Satanic Panic centres on Sam (Hayley Griffith), a fledgling pizza delivery girl desperate for the tips that make the job actually profitable. Delivering a stack of pizzas to a snooty, wealthy neighbourhood, Sam gets stiffed for a tip off a $100 purchase. Venturing inside to request a tip, she discovers a coven of well-to-do Satanic suburbanites who would be summoning Baphomet that night, save for the fact they’ve lost their sacrificial virgin. Given that Sam is, herself, a virgin, things take quite a turn.
That’s a decent setup! It’s a nice inversion of the “Satanic Panic” that once dominated suburban life, and the intersection of class power and Satanic power has a lot of potential. But director Chelsea Stardust doesn’t seem interested in exploring these ideas - anyone hoping for a deconstruction of cultural Satanic Panic will be quite disappointed - as much as she’s interested in making a broad-spectrum homage to the movies she loves. Her enthusiasm is right there on the film’s sleeve, but it isn’t matched in execution. The film is lit and shot as a comedy, not horror, robbing it of atmosphere and dramatic weight, and making what would otherwise read as dry humour play like broad, wacky comedy.
If there’s one element that sinks Satanic Panic, it’s the performances. Broad, winking, and shrill, the film has the air of a community theatre performance. Griffith acquits herself well, navigating with gusto a character who’s mostly reactive, while Jerry O’Connell and the ever-reliable AJ Bowen deliver entertaining extended cameos. The rest of the cast, though, overacts to irritating extremes, sucking out any subtlety and turning each character - and the movie, in turn - into a caricature. Even Rebecca Romijn overplays the dark comedy in her coven-leader role. With jokes this telegraphed, it’s hard to do much more than groan. Maybe that's the intention; it's unclear.
In spite of all this, Satanic Panic does deliver a number of solid setpieces and gore gags, and a handful of truly laugh-out-loud jokes (the best of which lands before Satanism is even introduced). Only O’Connell truly finds a performance style to match the film’s intentions, but his single scene is a riot as a result.
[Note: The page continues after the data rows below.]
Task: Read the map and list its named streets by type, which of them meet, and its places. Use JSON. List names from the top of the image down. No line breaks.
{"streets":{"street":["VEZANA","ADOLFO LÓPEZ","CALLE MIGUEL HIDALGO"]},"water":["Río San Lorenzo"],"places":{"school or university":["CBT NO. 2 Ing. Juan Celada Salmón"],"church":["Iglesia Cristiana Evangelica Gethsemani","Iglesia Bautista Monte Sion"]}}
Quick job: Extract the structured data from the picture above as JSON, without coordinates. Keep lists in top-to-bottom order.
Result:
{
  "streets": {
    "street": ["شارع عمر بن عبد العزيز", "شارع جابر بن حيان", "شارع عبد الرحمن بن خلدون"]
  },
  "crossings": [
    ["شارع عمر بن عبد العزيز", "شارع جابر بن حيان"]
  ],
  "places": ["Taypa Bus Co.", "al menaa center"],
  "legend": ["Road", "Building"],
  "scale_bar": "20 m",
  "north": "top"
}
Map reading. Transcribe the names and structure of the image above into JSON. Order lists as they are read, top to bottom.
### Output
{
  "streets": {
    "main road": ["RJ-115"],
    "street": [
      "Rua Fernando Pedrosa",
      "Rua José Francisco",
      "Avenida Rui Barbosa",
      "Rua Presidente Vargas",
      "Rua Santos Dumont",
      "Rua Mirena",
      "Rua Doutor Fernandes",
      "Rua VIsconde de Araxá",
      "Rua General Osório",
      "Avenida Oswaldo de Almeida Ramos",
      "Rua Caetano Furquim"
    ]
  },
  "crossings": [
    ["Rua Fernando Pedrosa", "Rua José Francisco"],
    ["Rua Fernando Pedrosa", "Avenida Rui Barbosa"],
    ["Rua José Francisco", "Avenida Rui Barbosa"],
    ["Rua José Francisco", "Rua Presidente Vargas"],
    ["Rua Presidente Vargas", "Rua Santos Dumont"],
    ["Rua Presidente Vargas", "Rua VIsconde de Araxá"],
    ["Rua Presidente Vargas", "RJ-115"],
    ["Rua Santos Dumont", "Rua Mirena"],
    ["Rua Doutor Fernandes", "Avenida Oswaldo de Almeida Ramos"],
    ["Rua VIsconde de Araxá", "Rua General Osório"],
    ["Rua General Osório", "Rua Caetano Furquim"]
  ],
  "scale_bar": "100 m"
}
Some of the gore is pretty funny, as when a character undergoes what the filmmakers definitely referred to on set as “a City of the Living Dead” for a spell of clairvoyance. But whatever individual identity the film has is frequently subsumed in homage - most egregiously, in an object-possession sequence straight out of The Evil Dead in concept, but not even close in execution.
What all of this adds up to is a self-satisfied movie clearly made for audiences who think the mere mention of Satan is both extremely awesome and extremely hilarious. (It isn’t - at least, not by itself.) There’s blood, but no horror; jokes, but little comedy. Characters ignore what’s going on in order to deliver one-liners so signposted they might as well be festooned with blinking LEDs. The movie doesn’t even provide a decent climax for its protagonist, instead conjuring a literal deus ex machina to solve her predicament, before cutting to an unearned and barely even set-up resolution.
Satanic Panic is bursting with energy and ambition, which might well be its Achilles’ heel. There clearly just wasn’t enough money in the budget to realise the film in its best possible form; accordingly, it’s mostly passable, sometimes getting its head above water, at other times descending into amateurishness. Though there’s a story buried in there, it’s not told to its maximum potential, instead buried under derivative horror setpieces and incongruous jokes.
As patronising as it sounds, many Fangoria-reading audience members will get something out of this film. If you’re looking for is a movie with some inventive effects, Satanic-themed laughs, and a bouncy, fun spirit, Satanic Panic will satisfy. But if you're looking for something original, deliver your pizzas to a different house.